A cura di Giulio de Fiore,

giardiniere-curatore di giardini storici e consulente tecnico del Giardino Romano

TERRENO di COLTURA Le camelie sono piante acidofile. Prediligono suoli sciolti, freschi, profondi, con pH neutro acido (4,5-6) e preferibilmente non calcarei.

Il terriccio di coltura sarà composto da torba bionda (35%), terriccio di scopa e/o erica (30%), terriccio concimato organico (5%), perlite (10%), pomice vulcanica (20%). Ad esso, sarà aggiunto all’impianto concime organico ricco d’azoto per favorire lo sviluppo vegetativo.

La buca, eseguita a mano, sarà foderata da tessuto n/tessuto permeabile con funzione drenante e di protezione del pane radicale originale.

   

   
IRRIGAZIONE ed ESPOSIZIONE    L’acqua prevalentemente ricca di calcio tende a rendere difficile l’adattamento di questo genere vegetale.

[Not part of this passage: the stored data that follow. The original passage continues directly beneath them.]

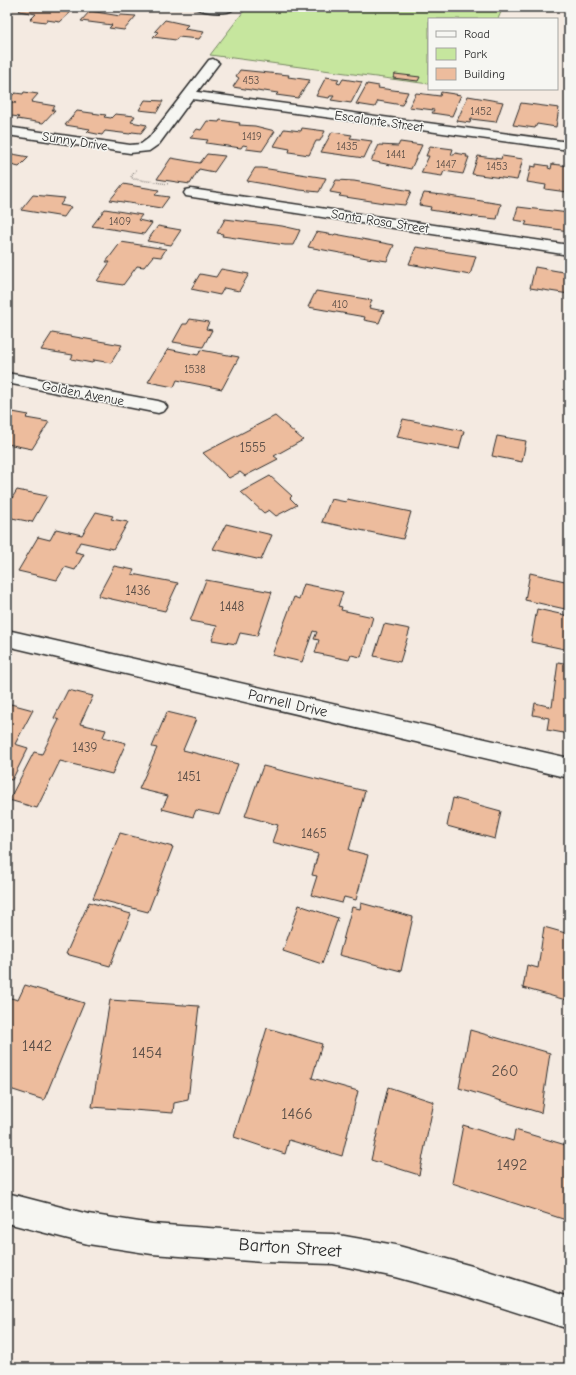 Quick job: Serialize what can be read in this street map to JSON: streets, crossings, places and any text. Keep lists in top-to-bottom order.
{
  "streets": {
    "street": [
      "Escalante Street",
      "Sunny Drive",
      "Santa Rosa Street",
      "Golden Avenue",
      "Parnell Drive",
      "Barton Street"
    ]
  },
  "house_numbers": [
    "453",
    "1452",
    "1419",
    "1435",
    "1441",
    "1447",
    "1453",
    "1409",
    "410",
    "1538",
    "1555",
    "1436",
    "1448",
    "1439",
    "1451",
    "1465",
    "1442",
    "1454",
    "260",
    "1466",
    "1492"
  ],
  "legend": ["Road", "Park", "Building"]
} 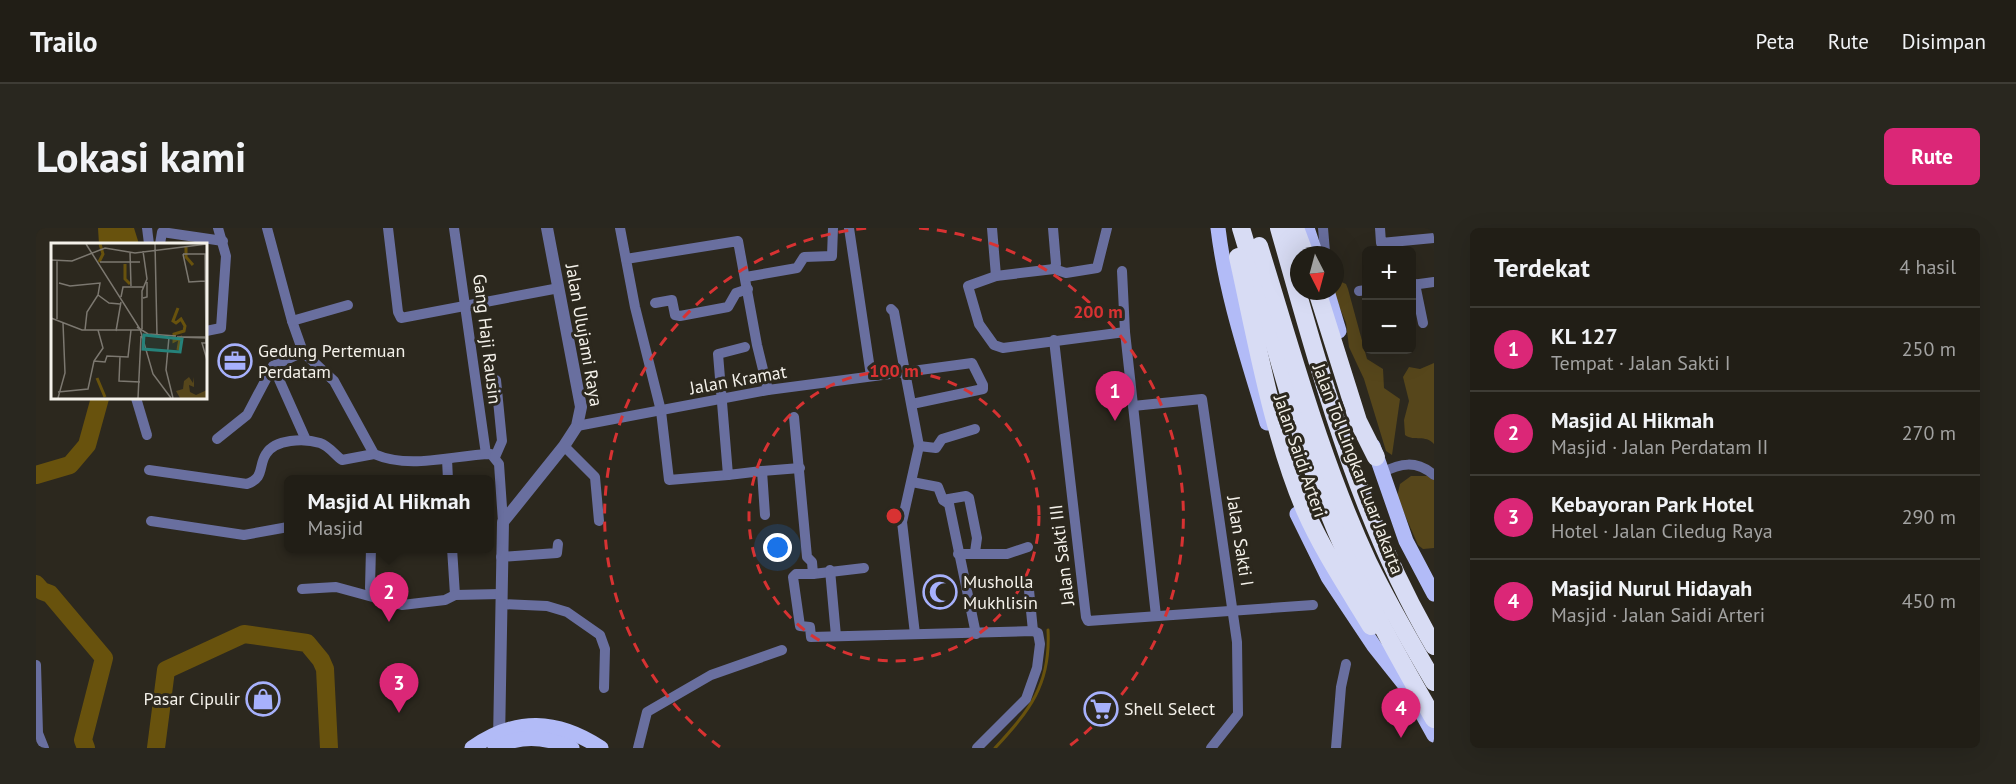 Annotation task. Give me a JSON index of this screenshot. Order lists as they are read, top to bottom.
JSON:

Tuttavia, alcuni accorgimenti tecnici possono by-passare codeste difficoltà, facilitando il loro attecchimento. E’ quindi auspicabile dotare di un filtro anticalcare a ioni attivi (di facile reperibilità) il rubinetto d’acqua più prossimo al gruppo vegetale di riferimento.

Tali considerazioni ci orientano alla scelta del luogo finale d’impianto ovvero in un ‘posto’ ove le piante possano ricevere, indipendentemente dalla rigorosa preparazione del terreno di coltura, quel tanto di riparo dal sole diretto da farle prosperare in piena terra senza doverle irrigare frequentemente ed apportare dosi di calcio non richieste.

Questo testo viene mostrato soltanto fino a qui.